START Dataset content

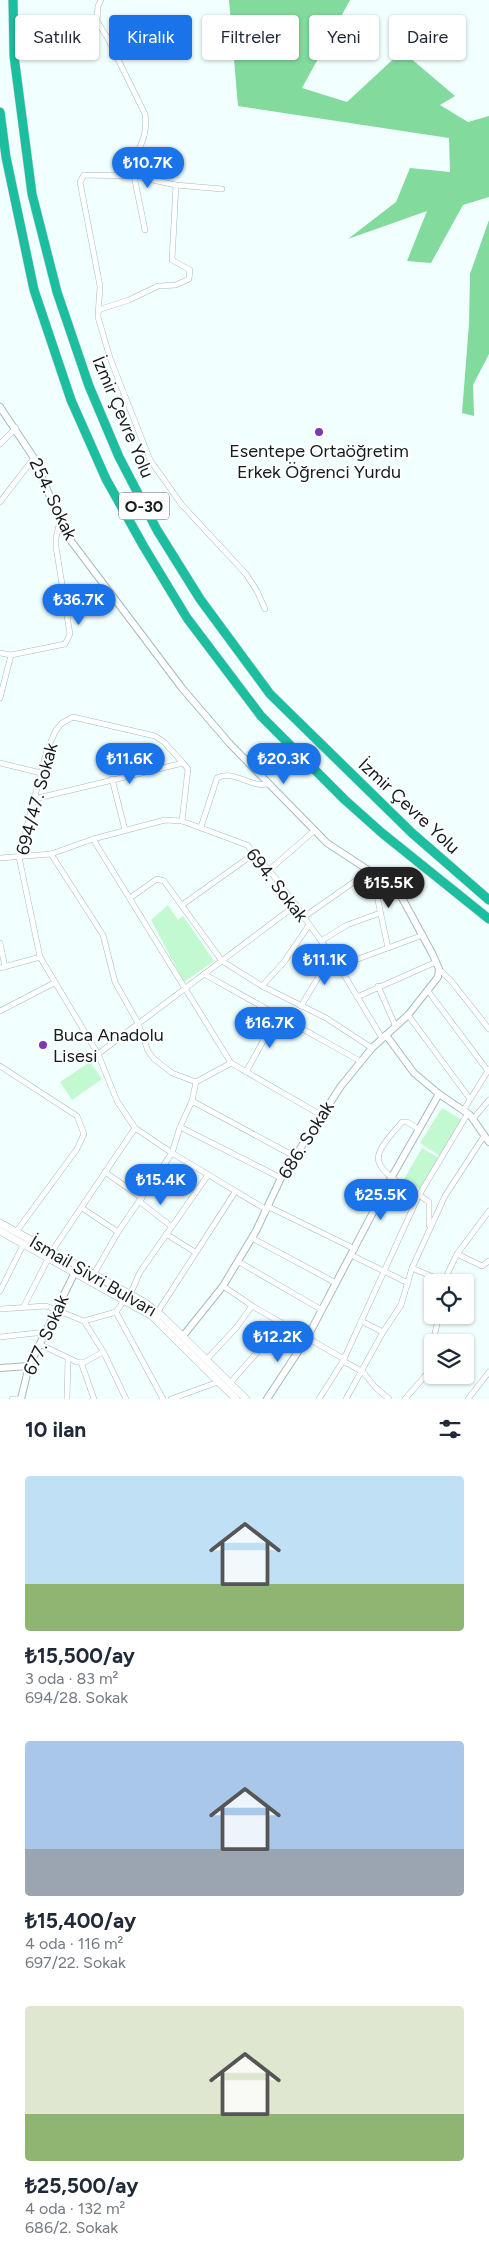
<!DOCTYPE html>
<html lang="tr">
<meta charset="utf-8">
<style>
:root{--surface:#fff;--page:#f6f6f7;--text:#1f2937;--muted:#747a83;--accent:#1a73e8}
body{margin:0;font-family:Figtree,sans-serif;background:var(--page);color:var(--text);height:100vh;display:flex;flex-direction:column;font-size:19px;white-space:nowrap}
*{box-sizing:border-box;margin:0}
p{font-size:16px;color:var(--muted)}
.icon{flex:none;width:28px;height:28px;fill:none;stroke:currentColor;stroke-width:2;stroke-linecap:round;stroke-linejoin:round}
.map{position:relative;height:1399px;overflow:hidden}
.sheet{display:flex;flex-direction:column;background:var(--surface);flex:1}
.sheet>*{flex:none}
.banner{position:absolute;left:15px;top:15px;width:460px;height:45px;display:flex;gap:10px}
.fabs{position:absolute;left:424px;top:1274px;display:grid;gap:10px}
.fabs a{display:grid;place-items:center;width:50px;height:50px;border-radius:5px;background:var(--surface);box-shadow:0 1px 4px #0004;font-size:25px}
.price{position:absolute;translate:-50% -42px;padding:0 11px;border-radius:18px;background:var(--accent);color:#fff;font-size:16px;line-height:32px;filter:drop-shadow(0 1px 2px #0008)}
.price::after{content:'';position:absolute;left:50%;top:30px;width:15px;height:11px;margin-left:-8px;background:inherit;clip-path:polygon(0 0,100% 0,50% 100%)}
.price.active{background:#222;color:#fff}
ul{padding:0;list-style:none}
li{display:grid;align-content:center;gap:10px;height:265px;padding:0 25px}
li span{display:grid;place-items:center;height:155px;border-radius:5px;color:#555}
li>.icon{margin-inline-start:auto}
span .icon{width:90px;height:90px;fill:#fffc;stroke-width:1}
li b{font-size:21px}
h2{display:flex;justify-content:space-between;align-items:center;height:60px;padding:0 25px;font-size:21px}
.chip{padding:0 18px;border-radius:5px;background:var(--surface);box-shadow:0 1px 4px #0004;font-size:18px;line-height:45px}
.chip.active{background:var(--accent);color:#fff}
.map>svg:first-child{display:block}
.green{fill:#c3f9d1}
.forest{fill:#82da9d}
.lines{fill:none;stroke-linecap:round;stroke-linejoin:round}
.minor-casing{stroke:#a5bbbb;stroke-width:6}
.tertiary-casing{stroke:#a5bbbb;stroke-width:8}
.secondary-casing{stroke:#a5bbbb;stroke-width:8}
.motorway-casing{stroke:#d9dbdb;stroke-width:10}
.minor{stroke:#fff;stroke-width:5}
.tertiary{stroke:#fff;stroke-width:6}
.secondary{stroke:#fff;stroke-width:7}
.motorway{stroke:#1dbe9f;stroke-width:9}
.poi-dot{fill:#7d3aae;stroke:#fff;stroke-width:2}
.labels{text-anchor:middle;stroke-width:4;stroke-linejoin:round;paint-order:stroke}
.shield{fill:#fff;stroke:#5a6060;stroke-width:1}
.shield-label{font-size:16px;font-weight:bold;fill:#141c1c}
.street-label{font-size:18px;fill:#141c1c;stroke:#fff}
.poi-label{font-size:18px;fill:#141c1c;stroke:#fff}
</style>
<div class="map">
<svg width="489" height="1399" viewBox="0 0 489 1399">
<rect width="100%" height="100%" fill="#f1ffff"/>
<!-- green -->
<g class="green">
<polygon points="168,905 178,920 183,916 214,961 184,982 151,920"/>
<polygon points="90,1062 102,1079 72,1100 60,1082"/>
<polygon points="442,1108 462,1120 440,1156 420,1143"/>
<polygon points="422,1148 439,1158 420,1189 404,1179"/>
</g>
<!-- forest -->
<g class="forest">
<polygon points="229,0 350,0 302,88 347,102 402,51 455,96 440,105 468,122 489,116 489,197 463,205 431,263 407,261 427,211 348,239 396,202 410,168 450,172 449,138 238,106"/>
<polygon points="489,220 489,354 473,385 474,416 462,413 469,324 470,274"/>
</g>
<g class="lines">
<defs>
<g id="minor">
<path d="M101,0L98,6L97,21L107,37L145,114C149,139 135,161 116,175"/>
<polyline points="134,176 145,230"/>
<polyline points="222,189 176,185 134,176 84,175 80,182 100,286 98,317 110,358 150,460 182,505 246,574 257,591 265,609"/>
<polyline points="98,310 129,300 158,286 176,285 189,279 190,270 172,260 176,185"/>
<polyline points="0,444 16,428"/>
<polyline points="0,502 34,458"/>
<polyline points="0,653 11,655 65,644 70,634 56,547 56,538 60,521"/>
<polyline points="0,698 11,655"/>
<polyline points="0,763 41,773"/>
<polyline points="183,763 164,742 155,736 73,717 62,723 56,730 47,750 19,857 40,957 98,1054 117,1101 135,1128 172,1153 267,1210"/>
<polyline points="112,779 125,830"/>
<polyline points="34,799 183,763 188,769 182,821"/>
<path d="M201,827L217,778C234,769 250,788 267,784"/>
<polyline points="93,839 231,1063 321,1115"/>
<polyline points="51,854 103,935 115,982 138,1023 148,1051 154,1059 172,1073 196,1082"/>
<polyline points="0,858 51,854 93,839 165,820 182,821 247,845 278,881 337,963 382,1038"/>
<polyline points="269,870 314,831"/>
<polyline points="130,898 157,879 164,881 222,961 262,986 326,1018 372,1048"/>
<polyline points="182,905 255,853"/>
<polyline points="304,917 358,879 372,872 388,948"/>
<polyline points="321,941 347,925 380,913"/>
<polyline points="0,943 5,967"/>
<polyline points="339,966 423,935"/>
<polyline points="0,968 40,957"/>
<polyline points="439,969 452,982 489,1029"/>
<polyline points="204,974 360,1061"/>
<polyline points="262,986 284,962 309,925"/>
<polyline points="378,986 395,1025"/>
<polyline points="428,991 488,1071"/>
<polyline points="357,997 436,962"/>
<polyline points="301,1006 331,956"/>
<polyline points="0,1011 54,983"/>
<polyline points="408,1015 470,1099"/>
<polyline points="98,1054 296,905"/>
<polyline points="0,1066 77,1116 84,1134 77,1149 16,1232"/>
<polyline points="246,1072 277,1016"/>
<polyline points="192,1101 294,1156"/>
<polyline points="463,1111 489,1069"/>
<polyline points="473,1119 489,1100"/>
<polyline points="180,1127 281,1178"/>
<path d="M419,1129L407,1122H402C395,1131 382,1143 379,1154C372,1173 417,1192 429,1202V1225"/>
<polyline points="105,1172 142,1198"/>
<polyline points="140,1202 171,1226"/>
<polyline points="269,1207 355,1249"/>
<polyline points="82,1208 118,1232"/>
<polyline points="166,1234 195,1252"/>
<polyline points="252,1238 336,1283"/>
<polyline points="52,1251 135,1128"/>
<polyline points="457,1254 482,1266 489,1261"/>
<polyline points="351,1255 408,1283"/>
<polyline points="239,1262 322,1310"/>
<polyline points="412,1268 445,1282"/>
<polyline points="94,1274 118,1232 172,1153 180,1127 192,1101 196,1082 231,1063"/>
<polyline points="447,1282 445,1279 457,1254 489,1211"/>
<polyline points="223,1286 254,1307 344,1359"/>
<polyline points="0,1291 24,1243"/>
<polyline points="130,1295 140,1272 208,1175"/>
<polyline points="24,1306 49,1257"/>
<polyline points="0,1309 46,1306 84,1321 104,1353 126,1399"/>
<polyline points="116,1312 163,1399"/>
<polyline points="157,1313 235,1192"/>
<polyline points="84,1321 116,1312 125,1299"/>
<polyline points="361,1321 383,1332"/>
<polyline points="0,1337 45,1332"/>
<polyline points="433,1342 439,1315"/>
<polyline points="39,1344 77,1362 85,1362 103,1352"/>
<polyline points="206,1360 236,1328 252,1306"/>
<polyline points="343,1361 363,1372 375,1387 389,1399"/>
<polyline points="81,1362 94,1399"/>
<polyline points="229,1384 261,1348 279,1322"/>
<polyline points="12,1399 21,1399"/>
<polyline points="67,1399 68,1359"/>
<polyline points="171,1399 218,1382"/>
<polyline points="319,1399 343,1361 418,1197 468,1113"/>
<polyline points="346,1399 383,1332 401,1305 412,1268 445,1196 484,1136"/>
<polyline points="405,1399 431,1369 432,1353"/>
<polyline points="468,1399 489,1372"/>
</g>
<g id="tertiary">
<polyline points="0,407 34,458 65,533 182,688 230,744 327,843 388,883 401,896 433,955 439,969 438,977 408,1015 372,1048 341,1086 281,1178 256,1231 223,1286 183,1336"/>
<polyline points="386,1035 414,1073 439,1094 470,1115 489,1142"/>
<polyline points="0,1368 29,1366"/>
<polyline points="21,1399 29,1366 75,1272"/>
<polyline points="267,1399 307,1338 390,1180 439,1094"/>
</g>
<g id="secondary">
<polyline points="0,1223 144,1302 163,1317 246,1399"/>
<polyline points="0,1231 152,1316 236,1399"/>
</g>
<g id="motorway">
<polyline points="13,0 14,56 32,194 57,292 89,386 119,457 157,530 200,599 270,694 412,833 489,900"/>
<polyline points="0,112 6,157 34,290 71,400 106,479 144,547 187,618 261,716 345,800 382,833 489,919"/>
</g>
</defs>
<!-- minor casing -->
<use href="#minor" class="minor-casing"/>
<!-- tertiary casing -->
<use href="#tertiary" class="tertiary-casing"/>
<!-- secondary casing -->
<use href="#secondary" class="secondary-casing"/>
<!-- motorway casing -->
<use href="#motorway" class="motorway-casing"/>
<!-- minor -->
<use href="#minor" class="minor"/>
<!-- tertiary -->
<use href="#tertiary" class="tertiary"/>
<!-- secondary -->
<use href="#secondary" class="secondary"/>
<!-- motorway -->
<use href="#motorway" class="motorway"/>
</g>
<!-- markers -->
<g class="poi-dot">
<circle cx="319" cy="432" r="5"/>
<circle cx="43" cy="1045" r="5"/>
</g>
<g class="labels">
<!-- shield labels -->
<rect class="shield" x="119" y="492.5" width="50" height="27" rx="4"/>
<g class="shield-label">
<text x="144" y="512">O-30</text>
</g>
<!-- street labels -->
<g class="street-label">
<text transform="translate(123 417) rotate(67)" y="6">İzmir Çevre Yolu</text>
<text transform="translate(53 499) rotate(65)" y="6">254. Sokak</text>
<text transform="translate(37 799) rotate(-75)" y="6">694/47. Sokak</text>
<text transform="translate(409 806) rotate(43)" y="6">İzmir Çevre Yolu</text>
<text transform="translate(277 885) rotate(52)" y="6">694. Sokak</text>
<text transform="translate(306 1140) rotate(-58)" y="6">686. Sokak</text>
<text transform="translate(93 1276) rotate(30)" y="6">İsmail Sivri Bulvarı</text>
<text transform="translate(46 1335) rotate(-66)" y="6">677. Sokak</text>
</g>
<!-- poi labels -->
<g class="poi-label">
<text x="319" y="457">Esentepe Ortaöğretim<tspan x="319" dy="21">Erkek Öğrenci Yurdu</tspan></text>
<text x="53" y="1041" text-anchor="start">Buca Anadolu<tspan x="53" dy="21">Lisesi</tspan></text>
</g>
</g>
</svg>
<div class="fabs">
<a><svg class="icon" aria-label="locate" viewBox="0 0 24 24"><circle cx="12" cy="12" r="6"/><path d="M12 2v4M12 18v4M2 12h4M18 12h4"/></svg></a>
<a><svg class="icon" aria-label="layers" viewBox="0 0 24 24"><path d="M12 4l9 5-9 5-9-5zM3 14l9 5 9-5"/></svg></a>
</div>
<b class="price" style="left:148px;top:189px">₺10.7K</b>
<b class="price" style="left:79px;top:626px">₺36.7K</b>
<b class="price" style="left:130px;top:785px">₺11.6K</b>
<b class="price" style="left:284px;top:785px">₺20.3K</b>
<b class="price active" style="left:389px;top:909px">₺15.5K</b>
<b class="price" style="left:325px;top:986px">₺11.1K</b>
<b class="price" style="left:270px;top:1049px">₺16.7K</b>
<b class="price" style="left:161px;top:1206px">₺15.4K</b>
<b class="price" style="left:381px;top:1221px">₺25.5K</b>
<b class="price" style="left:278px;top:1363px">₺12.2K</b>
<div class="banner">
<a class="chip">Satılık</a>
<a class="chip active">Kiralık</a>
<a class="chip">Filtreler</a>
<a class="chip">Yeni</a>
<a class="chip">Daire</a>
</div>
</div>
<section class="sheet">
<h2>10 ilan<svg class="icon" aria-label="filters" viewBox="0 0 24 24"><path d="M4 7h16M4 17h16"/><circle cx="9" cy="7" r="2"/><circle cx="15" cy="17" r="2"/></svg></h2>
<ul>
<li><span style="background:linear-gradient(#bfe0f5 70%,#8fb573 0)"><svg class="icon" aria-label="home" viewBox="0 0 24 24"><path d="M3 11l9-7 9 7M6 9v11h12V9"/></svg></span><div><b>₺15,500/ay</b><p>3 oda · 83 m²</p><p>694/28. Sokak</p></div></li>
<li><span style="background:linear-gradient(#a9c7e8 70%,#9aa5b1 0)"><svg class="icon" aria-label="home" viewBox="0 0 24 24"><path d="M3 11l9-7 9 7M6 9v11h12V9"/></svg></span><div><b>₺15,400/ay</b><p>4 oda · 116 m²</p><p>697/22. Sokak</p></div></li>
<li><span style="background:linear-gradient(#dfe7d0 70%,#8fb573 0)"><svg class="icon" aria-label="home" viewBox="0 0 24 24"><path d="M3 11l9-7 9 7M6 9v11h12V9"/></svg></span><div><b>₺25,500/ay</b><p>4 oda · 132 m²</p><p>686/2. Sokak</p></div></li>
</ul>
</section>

END Dataset content

**Problem**: Using the records above, count every line that includes the word "fabs", and state the number only.

**Written solution**: 3